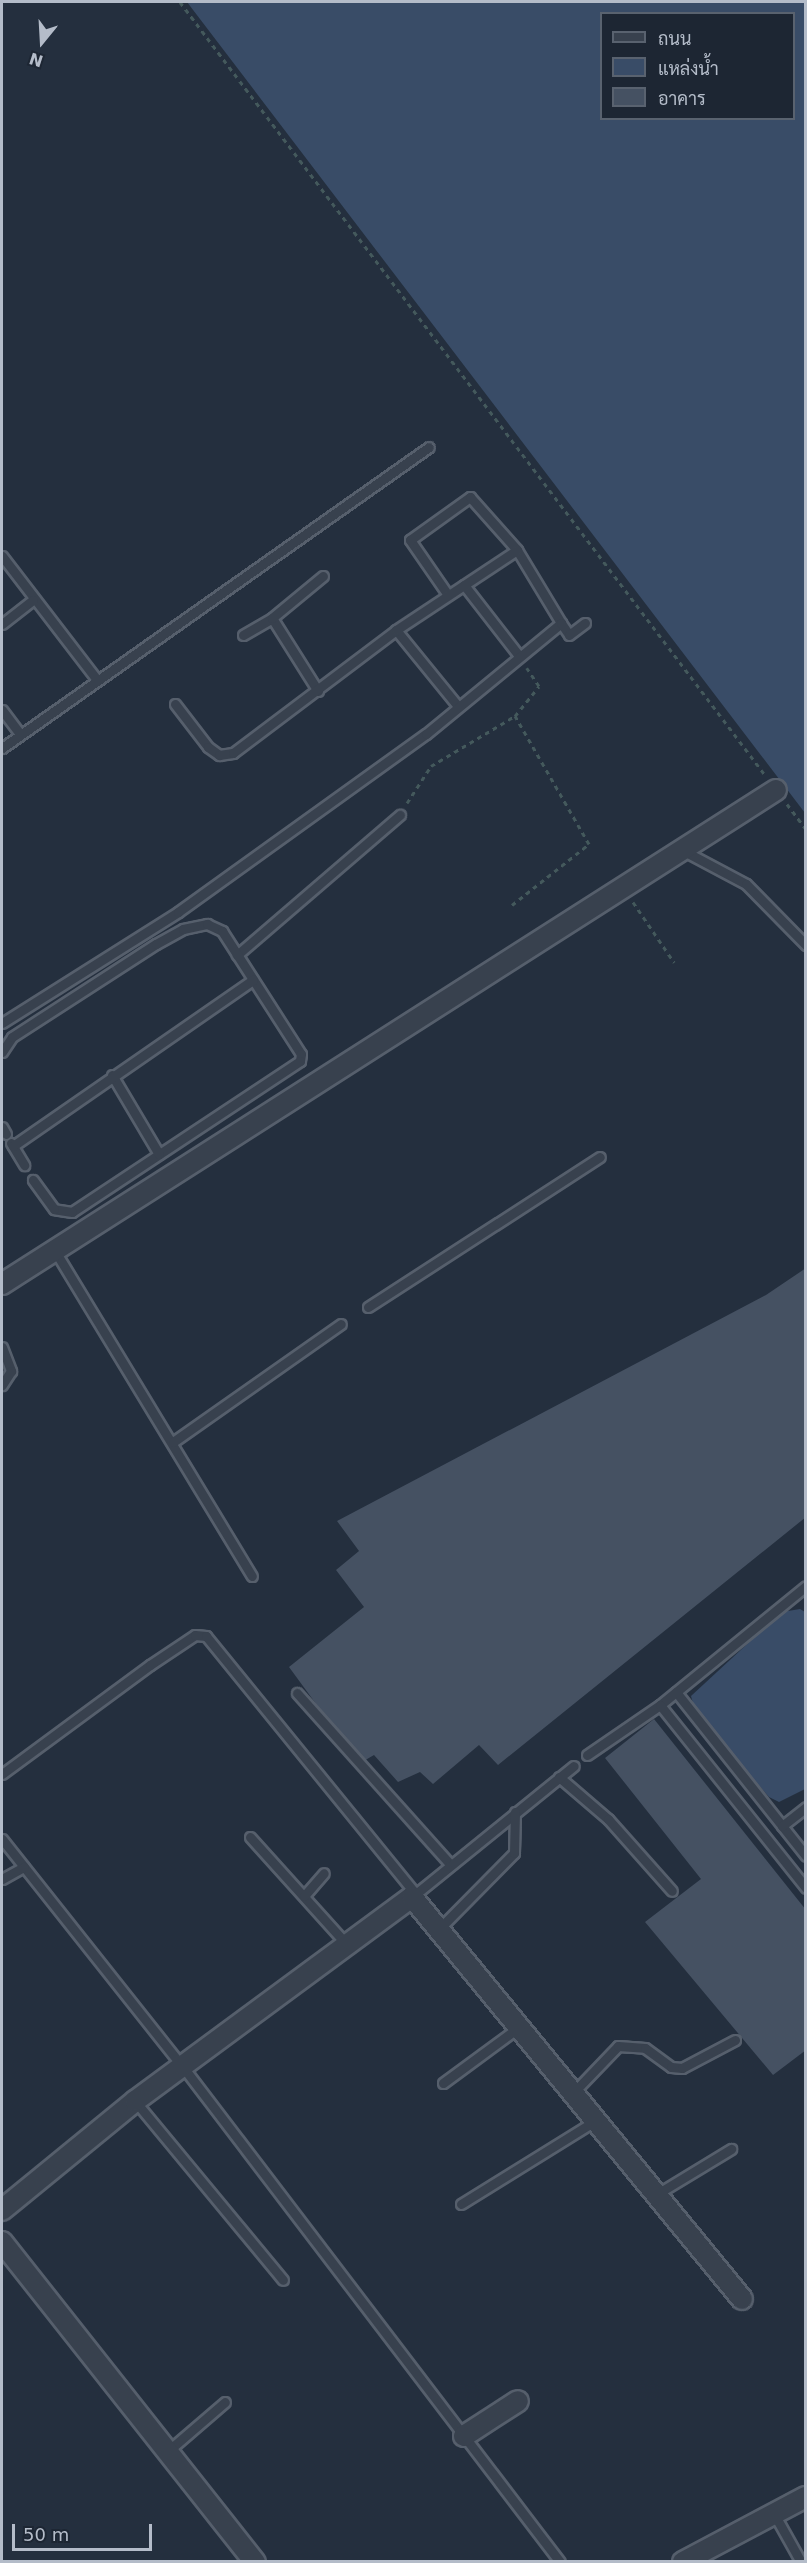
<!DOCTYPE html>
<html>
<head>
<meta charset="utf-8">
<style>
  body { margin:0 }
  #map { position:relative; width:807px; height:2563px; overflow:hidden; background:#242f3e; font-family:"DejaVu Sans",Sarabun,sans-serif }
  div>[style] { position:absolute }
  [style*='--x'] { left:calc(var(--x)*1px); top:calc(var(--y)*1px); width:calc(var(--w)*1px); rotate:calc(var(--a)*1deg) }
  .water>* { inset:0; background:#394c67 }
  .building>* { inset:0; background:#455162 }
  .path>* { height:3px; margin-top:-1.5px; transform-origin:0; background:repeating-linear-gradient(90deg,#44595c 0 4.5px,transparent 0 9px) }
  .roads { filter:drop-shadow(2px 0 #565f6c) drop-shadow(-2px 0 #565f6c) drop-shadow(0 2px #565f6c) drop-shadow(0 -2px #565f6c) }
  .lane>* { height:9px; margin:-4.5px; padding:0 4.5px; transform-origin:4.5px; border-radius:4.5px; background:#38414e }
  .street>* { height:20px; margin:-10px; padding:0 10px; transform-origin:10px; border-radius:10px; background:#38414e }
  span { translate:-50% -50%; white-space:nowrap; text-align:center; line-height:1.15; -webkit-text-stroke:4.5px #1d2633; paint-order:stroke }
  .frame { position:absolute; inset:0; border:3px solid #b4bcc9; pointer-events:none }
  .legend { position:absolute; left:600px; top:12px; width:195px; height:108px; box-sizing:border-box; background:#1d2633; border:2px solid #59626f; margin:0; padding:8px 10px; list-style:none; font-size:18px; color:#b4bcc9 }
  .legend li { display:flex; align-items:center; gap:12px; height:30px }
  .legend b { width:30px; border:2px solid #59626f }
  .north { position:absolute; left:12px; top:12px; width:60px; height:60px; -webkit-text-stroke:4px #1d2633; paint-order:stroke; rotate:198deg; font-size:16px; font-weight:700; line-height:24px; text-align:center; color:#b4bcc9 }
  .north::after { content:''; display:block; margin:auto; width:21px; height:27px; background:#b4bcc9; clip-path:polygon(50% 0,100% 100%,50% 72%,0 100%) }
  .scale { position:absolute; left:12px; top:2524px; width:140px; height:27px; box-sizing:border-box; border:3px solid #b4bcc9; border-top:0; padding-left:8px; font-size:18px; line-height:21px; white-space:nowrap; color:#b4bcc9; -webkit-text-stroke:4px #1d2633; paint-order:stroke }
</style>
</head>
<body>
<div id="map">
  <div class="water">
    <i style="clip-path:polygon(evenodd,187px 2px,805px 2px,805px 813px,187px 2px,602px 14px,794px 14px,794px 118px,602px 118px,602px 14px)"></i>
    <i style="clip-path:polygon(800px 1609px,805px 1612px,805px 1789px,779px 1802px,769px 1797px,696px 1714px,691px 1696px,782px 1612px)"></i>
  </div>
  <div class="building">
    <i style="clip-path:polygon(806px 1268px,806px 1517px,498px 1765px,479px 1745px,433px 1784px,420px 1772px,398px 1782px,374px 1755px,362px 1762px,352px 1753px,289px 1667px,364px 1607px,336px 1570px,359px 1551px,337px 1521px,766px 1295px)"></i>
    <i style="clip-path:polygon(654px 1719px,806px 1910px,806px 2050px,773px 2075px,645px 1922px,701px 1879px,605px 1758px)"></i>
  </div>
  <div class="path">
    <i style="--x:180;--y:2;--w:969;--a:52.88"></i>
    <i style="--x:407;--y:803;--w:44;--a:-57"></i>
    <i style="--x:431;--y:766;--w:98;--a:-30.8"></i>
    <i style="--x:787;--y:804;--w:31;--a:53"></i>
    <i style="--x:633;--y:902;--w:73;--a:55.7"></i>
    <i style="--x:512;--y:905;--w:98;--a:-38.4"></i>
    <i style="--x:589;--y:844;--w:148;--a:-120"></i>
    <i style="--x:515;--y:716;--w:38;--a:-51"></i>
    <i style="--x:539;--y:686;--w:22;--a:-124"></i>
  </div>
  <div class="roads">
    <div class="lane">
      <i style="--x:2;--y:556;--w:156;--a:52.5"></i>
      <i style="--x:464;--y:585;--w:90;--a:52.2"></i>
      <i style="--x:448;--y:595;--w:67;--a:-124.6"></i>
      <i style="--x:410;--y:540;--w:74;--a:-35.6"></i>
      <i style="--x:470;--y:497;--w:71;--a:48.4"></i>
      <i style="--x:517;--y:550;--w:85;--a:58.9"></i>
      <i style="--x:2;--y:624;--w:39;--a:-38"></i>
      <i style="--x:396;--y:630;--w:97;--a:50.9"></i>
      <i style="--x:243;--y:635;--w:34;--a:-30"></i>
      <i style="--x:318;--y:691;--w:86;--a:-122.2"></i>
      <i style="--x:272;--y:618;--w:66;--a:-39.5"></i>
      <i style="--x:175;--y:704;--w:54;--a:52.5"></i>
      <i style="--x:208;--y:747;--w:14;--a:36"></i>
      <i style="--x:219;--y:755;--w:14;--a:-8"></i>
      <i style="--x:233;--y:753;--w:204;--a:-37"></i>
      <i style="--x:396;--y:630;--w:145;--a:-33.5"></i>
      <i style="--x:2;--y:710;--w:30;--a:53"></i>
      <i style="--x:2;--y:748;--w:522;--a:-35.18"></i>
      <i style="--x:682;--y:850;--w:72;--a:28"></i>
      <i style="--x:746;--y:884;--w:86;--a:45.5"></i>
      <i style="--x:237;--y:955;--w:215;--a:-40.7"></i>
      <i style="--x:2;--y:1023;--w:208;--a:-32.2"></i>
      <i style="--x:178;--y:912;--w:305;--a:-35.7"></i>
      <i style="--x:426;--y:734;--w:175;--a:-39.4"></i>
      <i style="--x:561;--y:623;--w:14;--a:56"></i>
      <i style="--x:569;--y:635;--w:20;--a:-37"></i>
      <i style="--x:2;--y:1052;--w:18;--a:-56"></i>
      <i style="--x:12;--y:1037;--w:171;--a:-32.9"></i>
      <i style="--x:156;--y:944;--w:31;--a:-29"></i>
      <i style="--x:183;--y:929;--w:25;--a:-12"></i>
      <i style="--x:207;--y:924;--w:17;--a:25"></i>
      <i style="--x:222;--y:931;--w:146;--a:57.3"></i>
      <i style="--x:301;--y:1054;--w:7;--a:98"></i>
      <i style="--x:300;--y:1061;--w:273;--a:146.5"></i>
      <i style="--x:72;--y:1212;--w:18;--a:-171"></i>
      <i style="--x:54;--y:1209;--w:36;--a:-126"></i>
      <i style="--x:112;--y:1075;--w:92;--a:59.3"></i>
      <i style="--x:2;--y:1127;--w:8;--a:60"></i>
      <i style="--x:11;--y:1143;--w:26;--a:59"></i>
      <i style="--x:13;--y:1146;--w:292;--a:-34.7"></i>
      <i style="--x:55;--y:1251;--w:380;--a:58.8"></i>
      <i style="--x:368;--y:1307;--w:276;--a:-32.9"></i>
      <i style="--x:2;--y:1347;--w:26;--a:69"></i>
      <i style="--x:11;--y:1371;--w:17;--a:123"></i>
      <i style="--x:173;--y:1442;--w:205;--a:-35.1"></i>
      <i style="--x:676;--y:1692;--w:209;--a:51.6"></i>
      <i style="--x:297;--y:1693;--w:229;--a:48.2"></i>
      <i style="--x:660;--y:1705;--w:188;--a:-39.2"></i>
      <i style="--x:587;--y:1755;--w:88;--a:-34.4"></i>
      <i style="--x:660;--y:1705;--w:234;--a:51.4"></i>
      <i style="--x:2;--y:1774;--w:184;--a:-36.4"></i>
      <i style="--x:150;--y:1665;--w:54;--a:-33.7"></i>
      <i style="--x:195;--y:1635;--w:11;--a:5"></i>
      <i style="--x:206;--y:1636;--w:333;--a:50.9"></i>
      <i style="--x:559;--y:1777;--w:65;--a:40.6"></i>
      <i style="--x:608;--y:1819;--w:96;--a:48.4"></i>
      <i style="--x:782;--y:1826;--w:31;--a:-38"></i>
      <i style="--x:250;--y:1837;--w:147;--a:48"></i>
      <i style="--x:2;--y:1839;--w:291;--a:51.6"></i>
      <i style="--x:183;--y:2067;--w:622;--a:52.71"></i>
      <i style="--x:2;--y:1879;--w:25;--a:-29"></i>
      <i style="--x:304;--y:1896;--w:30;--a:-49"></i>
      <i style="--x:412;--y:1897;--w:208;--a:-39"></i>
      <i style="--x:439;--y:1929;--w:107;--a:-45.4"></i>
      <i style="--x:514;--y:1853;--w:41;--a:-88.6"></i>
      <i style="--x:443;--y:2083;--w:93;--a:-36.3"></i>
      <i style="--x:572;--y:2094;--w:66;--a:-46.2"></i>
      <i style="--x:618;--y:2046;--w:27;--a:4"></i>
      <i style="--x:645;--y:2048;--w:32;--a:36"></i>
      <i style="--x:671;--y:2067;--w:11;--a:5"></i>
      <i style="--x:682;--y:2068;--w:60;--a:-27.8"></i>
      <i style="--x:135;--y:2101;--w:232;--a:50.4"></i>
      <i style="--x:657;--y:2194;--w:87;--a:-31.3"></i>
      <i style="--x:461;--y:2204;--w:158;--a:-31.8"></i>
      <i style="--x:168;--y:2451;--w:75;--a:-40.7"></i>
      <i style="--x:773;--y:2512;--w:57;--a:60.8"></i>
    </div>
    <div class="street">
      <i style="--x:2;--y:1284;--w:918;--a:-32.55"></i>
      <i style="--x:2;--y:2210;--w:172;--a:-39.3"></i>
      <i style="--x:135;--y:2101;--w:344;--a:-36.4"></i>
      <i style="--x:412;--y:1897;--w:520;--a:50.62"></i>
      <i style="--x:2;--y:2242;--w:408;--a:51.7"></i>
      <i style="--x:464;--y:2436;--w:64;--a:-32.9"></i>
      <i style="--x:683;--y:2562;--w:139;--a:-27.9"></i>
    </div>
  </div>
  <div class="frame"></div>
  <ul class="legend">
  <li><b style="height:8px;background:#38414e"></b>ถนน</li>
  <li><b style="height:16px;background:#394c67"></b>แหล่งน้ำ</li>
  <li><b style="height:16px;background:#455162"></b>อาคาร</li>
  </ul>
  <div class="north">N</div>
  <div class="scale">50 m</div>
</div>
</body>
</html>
● ● ● ● ●
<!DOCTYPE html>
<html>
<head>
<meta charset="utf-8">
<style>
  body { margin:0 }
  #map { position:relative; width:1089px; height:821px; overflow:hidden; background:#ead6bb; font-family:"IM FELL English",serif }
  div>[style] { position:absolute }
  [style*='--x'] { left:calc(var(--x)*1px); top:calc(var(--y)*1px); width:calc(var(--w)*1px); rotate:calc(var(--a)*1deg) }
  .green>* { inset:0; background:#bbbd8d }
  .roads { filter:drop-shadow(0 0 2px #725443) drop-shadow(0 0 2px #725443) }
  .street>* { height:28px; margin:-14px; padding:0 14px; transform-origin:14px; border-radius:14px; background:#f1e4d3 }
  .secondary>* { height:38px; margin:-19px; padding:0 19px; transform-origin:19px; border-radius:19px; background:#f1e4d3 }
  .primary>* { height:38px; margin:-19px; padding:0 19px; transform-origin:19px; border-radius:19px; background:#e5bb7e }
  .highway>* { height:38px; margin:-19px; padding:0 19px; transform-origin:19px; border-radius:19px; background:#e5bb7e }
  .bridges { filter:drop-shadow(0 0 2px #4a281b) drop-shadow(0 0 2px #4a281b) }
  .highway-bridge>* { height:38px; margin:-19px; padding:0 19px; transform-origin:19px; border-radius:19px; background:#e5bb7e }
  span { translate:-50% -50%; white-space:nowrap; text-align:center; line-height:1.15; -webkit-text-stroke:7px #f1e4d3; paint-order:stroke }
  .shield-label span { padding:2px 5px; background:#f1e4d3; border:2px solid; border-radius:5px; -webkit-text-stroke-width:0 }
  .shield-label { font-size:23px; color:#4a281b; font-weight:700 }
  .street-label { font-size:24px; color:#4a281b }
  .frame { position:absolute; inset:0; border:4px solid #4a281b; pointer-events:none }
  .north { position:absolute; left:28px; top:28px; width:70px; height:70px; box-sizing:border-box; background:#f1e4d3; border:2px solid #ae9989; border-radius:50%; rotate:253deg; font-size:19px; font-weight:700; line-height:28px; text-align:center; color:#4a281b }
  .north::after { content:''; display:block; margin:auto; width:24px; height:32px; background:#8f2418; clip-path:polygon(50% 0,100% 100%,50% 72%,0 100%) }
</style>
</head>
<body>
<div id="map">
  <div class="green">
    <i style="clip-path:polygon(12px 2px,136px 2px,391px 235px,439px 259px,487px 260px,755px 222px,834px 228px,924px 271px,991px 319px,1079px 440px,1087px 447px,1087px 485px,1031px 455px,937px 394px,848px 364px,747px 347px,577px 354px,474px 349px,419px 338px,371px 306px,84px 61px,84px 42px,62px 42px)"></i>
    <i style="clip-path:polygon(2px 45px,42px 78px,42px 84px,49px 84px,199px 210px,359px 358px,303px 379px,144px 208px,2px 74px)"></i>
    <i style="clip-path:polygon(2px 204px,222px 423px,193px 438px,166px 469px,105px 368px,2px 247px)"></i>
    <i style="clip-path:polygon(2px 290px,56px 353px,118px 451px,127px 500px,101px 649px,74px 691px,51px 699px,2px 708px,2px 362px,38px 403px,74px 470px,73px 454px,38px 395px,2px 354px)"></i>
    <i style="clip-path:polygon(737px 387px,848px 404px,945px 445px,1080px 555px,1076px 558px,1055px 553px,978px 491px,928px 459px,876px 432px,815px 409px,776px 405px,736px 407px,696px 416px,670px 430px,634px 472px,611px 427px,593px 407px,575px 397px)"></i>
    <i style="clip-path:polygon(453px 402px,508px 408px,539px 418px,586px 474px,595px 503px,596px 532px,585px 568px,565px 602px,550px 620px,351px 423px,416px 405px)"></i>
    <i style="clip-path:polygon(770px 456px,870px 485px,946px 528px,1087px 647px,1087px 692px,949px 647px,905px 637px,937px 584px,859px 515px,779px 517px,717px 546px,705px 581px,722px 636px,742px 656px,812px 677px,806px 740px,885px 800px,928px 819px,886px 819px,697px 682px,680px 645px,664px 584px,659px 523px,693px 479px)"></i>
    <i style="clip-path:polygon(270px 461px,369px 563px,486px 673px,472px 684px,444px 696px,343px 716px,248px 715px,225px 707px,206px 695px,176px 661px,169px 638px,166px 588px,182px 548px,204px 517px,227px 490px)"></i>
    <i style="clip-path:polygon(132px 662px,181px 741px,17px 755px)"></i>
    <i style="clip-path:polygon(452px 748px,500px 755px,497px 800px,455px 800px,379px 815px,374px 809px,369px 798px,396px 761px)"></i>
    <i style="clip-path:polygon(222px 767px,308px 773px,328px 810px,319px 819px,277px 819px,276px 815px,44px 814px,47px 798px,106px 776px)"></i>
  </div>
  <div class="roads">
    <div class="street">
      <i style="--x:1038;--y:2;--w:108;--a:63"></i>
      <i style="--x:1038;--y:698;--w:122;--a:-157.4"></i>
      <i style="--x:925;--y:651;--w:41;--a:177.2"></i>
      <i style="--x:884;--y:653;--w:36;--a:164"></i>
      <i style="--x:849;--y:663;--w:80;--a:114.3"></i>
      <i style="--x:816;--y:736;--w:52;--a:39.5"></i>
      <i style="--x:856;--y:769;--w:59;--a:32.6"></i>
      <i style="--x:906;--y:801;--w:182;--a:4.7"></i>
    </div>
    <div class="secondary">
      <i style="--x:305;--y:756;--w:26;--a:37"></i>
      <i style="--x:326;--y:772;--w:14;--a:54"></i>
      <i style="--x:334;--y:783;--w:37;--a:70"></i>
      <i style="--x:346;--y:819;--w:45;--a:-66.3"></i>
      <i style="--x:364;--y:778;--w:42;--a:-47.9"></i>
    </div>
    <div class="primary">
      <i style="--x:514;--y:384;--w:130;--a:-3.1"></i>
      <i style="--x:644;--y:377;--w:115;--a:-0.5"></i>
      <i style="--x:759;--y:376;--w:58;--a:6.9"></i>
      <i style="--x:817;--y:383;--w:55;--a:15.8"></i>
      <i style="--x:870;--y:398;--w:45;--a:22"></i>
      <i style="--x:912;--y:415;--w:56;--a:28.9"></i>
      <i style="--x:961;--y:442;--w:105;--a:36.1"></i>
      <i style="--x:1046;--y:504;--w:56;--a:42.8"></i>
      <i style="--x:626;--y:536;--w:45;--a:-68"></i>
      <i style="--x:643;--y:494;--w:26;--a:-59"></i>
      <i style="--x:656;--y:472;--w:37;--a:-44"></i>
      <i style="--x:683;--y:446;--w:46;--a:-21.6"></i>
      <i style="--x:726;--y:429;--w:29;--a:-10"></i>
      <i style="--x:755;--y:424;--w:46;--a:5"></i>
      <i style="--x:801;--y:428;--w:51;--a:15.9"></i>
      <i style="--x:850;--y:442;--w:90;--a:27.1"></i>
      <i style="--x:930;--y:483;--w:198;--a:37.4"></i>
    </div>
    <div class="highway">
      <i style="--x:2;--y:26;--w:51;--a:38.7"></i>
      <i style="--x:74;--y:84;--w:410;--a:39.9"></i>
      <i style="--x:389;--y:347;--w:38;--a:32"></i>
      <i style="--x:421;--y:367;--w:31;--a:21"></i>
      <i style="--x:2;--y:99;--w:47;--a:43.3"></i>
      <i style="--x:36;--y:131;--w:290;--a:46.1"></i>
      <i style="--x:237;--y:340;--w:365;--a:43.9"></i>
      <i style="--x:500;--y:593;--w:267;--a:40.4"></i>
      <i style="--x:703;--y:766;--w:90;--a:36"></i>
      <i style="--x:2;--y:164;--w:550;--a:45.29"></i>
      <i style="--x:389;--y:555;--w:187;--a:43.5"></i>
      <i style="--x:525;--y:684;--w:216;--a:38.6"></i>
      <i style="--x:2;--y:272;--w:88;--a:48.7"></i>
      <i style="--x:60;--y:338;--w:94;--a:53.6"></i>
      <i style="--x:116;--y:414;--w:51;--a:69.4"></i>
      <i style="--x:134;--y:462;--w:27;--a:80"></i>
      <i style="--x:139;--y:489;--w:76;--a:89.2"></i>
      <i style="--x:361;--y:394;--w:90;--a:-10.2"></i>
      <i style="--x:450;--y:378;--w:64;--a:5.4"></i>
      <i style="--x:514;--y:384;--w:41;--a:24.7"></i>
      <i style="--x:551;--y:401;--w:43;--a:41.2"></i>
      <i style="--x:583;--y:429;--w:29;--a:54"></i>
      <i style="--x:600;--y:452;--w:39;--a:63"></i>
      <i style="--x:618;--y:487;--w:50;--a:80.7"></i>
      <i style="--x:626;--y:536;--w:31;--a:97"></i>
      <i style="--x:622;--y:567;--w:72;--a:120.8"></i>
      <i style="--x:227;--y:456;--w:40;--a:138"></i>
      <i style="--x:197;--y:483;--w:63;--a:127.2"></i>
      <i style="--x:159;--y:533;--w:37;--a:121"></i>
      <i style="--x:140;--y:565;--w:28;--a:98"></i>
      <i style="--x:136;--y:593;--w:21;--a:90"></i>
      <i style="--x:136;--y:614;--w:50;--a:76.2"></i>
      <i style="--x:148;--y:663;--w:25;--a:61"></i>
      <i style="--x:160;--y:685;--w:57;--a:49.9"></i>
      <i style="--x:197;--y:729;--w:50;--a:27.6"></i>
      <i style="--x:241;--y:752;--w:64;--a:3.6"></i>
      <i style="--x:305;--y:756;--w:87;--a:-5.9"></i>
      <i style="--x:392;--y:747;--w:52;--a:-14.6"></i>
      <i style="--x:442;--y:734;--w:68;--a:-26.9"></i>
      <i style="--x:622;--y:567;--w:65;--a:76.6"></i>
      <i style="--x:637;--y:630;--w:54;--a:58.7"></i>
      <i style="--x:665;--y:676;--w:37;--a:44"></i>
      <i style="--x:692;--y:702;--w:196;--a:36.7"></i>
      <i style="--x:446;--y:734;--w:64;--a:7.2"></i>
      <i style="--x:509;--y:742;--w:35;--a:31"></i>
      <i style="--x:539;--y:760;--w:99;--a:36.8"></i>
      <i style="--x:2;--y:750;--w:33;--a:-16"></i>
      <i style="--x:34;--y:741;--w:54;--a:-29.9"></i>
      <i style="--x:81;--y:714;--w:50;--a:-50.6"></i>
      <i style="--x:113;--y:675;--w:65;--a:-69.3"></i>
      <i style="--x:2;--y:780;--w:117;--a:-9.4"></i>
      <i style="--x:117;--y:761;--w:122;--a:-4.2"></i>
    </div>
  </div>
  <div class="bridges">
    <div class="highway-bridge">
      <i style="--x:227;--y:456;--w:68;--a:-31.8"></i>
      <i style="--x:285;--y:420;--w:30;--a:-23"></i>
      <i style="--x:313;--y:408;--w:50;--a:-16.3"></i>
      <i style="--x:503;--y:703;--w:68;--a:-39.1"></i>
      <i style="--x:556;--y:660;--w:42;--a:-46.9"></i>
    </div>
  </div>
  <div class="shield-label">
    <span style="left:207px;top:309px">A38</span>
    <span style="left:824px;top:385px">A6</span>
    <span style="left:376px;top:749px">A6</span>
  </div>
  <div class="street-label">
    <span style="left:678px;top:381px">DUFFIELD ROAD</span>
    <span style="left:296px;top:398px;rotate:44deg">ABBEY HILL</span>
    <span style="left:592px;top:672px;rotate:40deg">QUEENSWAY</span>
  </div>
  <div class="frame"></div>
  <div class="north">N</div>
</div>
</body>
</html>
● ● ● ● ●
__What is expected__:
Please say how many lines in the records above contain the word "relative". Give the number alone.

__Result of this task__:
2